Stan, Granddaddy's tend to be right because they have lived long enough to see everything. I had a next door farmer who told me long ago to buy land because they are not making it anymore. In fact he was telling me to buy cut over timber, for back taxes, and never sell it, only sell the timber and get several crops off it in my lifetime. Cut over timber back then sold for almost nothing and taxes were even less. He then talked my father into letting me do it, took me to inspect several parcels for sale every year and went with me to the tax sales at the court house door.
My uncle, the Sheriff, held the tax auctions twice a year. Though not legal, even in those days, I was allowed to bid on the parcels that I wanted. Back then you had to be 21 to be considered an adult but things like that were often just winked at. My father did have to sign the papers, on my behalf. Over five years I bought several large blocks, many smaller blocks of cut over timber and a small farm, for what even then was pennies on the dollar.

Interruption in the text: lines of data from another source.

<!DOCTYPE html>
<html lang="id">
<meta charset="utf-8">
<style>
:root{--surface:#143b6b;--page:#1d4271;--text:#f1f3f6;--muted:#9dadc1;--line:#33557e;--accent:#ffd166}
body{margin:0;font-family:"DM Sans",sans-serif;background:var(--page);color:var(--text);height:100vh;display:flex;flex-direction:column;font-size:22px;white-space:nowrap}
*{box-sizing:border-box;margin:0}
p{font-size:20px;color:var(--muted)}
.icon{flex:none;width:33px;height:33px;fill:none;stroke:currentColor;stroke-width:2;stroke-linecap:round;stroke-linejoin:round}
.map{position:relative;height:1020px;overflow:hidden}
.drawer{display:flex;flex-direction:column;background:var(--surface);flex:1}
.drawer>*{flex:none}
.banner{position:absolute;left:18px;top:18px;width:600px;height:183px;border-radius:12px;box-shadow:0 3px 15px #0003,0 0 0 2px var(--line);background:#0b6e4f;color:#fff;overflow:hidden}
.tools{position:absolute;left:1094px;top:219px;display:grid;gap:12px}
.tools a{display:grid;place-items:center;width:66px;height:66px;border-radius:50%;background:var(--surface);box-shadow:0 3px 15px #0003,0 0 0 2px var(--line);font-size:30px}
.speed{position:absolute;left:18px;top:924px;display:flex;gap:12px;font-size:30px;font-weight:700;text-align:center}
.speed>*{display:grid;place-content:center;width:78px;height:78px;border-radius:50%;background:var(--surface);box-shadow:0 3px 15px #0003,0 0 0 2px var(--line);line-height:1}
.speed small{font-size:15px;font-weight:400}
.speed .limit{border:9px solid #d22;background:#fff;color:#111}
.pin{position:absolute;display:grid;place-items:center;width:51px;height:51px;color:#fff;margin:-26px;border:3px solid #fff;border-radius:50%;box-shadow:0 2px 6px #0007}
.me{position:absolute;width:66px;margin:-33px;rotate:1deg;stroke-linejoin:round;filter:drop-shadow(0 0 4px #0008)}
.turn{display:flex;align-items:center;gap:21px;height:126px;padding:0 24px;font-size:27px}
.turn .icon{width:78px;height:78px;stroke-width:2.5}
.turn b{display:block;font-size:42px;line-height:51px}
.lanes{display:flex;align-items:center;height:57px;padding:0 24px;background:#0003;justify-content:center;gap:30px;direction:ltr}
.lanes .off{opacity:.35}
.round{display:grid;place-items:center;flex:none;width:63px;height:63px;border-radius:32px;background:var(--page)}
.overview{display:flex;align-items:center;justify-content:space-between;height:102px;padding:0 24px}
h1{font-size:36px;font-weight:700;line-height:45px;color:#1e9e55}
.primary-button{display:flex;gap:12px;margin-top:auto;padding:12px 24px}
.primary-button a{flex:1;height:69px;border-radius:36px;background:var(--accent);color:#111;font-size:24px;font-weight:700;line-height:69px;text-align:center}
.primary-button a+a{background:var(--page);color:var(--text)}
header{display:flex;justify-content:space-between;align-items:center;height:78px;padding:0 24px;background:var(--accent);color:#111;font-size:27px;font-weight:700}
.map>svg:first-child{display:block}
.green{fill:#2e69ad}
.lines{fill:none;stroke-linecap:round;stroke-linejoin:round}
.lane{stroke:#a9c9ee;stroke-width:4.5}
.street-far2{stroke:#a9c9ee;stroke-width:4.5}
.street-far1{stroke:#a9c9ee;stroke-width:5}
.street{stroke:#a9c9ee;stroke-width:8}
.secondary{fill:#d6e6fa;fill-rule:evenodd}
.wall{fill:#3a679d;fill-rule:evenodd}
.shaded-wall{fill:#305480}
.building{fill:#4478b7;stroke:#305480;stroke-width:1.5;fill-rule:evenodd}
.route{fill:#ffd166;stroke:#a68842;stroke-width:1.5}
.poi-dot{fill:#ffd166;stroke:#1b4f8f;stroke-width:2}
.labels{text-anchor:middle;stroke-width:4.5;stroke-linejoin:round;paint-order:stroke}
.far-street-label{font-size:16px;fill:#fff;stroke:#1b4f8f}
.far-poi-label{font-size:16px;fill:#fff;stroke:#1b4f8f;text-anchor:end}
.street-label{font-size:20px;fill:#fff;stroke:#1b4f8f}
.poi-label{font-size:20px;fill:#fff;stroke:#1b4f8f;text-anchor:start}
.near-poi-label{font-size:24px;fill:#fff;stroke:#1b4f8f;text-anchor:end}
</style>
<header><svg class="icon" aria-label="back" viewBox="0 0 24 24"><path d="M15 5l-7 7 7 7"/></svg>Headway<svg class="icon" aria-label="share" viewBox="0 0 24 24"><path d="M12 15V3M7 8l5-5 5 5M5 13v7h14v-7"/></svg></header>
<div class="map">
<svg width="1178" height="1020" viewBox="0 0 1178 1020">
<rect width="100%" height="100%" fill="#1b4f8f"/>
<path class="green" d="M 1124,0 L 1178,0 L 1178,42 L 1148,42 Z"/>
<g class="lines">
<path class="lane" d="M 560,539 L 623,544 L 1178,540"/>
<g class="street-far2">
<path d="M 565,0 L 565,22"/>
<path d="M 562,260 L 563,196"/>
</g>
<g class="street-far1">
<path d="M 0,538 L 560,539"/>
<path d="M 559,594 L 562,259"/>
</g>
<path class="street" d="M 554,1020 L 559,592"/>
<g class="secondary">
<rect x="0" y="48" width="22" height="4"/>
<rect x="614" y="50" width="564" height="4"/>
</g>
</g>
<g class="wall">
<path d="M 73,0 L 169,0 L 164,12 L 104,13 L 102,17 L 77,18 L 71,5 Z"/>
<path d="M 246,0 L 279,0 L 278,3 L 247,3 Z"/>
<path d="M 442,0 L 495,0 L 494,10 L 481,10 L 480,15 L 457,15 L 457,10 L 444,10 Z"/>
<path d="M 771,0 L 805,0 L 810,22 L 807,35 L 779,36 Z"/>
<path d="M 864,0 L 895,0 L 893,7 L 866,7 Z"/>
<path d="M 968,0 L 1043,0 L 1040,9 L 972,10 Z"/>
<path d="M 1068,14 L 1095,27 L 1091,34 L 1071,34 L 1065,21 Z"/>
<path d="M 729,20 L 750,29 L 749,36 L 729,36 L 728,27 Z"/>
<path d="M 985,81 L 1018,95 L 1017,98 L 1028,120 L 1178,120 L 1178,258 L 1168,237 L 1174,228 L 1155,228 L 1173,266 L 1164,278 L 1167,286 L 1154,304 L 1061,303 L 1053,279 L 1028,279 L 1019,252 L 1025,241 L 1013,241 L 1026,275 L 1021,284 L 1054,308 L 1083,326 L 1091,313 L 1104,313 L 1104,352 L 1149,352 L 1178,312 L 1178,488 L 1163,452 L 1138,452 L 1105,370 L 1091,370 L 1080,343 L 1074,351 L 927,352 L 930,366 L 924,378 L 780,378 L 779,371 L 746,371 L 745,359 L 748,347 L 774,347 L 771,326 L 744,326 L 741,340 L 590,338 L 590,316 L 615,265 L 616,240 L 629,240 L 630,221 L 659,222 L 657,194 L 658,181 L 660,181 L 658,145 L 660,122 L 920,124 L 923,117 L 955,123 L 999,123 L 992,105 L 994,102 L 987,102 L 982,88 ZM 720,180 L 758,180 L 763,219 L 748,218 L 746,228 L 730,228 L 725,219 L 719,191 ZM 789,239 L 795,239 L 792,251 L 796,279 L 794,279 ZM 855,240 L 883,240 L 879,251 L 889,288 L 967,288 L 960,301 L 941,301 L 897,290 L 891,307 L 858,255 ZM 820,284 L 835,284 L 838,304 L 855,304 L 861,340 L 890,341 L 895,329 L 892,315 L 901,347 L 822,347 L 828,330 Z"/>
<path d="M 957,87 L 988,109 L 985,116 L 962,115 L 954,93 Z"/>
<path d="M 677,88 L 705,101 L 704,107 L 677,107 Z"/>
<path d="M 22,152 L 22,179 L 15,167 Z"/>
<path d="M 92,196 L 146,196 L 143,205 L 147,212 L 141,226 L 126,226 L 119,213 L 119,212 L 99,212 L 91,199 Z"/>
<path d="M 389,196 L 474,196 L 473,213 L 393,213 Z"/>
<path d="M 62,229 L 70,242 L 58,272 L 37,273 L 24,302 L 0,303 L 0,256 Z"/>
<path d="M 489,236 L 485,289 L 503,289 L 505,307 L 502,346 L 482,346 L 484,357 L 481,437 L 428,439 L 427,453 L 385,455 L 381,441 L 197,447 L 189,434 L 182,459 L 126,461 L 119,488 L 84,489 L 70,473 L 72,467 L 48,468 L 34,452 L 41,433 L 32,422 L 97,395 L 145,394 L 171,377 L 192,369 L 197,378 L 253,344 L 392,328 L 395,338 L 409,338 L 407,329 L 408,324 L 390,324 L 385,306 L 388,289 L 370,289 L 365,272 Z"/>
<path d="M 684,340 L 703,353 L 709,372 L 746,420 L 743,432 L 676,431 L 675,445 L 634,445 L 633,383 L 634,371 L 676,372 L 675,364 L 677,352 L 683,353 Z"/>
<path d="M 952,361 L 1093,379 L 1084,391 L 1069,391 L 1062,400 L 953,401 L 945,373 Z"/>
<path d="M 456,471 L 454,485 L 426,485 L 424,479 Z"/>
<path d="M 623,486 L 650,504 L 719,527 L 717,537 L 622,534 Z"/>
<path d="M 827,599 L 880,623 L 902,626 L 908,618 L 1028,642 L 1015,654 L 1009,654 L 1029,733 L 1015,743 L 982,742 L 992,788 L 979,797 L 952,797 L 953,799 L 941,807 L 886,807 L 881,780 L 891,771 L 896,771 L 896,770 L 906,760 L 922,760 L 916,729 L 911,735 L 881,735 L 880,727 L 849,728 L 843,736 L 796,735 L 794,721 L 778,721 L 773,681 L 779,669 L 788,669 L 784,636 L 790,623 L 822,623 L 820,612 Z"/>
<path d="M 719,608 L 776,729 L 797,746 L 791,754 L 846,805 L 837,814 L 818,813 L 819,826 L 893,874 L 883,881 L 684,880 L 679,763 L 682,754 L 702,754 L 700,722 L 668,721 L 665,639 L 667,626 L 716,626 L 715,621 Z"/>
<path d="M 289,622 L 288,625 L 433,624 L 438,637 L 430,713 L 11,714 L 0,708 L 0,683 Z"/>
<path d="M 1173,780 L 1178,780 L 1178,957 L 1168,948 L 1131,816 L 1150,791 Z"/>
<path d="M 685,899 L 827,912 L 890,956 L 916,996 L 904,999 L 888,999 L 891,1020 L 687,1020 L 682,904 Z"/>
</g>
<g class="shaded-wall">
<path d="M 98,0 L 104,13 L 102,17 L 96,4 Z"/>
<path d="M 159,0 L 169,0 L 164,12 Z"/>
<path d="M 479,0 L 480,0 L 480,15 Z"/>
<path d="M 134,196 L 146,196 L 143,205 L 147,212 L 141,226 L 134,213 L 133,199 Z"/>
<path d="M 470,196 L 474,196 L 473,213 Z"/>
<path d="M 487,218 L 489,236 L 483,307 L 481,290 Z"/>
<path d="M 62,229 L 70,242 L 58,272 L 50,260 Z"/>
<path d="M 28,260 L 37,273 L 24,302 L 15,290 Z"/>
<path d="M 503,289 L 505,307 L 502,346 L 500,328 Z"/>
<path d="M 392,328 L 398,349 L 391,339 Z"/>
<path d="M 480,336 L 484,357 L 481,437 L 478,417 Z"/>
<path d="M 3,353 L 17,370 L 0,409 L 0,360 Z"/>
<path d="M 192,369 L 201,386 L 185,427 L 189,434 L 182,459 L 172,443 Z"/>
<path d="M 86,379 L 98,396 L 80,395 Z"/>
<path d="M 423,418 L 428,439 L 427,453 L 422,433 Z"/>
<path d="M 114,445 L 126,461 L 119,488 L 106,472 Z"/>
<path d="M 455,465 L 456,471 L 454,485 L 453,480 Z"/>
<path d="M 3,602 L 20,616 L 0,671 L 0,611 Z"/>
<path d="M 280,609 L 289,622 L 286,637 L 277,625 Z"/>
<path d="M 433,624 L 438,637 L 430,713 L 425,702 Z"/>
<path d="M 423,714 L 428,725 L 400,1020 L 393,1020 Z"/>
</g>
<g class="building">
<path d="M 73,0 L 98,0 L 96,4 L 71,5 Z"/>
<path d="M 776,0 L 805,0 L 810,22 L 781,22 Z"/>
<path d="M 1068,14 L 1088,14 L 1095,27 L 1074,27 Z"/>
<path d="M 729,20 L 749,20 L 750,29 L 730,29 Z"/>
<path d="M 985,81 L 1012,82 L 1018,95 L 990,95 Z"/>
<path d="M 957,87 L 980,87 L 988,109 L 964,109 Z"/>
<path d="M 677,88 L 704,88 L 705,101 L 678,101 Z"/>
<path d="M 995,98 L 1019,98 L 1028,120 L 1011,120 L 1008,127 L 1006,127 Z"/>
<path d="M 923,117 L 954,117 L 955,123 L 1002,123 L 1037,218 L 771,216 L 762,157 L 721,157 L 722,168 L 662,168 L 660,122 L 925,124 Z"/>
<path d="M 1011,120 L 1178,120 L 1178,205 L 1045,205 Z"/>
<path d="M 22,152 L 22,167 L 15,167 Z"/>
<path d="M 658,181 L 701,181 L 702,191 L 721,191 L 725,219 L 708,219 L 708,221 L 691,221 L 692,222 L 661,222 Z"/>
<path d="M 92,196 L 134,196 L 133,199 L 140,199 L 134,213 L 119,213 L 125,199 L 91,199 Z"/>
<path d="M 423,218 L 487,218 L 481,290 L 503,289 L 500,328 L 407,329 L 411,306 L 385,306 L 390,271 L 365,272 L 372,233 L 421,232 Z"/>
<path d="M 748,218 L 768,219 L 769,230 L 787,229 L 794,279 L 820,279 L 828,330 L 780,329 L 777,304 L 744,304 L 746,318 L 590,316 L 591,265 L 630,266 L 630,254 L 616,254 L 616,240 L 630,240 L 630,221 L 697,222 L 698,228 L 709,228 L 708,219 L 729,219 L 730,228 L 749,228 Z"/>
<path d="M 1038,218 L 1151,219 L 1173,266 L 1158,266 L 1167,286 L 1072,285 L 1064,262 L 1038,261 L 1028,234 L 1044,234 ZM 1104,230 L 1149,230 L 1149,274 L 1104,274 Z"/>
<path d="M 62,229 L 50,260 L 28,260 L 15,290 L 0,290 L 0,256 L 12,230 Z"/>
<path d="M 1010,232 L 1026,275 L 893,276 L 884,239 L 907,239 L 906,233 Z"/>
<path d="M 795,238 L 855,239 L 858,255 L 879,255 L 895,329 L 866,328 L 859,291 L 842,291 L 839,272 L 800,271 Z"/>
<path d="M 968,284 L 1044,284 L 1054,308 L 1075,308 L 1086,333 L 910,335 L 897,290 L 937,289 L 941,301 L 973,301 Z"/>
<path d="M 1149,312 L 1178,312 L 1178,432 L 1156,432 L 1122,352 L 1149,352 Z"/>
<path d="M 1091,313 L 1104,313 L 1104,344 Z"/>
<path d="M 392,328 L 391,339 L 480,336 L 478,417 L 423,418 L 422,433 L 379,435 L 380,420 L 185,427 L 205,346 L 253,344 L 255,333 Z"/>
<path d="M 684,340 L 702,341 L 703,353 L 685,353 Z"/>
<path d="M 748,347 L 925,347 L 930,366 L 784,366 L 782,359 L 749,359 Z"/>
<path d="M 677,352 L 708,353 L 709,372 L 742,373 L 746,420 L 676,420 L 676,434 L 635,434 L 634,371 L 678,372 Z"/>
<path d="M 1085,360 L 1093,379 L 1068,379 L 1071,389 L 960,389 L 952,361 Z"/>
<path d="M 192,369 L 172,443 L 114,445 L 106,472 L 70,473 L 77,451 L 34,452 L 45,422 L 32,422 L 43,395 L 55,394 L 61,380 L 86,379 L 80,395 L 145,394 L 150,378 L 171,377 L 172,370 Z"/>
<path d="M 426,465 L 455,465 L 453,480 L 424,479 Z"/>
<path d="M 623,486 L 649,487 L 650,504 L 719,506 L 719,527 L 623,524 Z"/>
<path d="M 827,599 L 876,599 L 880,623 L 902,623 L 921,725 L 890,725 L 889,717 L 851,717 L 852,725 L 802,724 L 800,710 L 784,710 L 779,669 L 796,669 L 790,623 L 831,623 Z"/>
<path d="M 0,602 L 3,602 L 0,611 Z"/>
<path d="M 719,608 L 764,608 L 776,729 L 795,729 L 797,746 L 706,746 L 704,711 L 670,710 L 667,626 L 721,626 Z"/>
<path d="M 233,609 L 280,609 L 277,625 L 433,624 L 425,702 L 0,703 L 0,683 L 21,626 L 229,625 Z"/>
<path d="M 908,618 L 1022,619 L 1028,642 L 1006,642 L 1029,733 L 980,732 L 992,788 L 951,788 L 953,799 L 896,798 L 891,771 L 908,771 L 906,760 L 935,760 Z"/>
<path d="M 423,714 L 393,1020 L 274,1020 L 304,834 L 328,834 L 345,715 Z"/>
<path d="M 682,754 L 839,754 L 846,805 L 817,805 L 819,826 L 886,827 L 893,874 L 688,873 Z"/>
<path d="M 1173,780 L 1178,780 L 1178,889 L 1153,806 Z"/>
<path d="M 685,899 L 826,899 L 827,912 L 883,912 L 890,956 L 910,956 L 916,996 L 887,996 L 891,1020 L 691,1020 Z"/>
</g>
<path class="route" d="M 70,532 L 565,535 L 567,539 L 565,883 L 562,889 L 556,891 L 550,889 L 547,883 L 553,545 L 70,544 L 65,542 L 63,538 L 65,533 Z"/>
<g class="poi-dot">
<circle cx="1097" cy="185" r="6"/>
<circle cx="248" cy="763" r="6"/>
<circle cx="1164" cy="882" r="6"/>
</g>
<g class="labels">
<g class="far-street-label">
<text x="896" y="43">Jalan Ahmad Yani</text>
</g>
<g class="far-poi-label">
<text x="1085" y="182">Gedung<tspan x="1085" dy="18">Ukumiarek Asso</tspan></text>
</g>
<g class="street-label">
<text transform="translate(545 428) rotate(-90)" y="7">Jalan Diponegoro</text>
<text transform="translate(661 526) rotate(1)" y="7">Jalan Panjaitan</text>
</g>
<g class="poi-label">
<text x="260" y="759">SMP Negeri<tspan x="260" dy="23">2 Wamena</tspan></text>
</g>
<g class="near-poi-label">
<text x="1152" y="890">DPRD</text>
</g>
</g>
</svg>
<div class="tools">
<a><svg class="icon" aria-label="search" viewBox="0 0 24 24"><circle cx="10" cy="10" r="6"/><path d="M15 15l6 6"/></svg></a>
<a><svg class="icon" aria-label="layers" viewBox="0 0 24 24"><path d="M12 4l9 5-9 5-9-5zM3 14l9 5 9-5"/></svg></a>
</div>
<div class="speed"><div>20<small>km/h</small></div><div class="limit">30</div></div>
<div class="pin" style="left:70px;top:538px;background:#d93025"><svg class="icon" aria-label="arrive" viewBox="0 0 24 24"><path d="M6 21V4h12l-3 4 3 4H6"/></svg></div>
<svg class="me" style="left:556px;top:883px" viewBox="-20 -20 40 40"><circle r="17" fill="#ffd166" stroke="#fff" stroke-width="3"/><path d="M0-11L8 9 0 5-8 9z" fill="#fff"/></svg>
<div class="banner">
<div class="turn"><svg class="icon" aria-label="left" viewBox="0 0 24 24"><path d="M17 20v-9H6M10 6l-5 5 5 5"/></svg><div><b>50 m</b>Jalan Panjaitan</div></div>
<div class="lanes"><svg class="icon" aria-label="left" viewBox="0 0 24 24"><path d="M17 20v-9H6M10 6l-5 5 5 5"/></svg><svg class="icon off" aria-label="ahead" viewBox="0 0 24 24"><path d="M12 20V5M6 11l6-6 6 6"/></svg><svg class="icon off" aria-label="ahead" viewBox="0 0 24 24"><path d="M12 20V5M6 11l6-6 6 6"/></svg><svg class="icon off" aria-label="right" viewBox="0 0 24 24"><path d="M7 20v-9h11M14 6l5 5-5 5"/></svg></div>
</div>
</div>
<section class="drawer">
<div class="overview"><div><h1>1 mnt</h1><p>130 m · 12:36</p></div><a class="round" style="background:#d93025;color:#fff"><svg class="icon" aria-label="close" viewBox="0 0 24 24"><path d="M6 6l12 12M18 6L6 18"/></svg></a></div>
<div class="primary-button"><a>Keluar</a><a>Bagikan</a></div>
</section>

Several blocks of timber have been cut twice or even three times and should yield a one more timber crop before I pass away. I have never sold any of those parcels, I have swapped two for medium size farms and used the money from timber sales to increase those farms as neighboring land came up for sale. And Mr. Rounds was right, they are not making anymore land and the time to buy land is every opportunity you have, if you can figure a way to afford it. Land never pays in the short term but always does in the long term. I hope it never sees a correction in land prices. The Model 12 fad was just that, a fad and bound to burn out.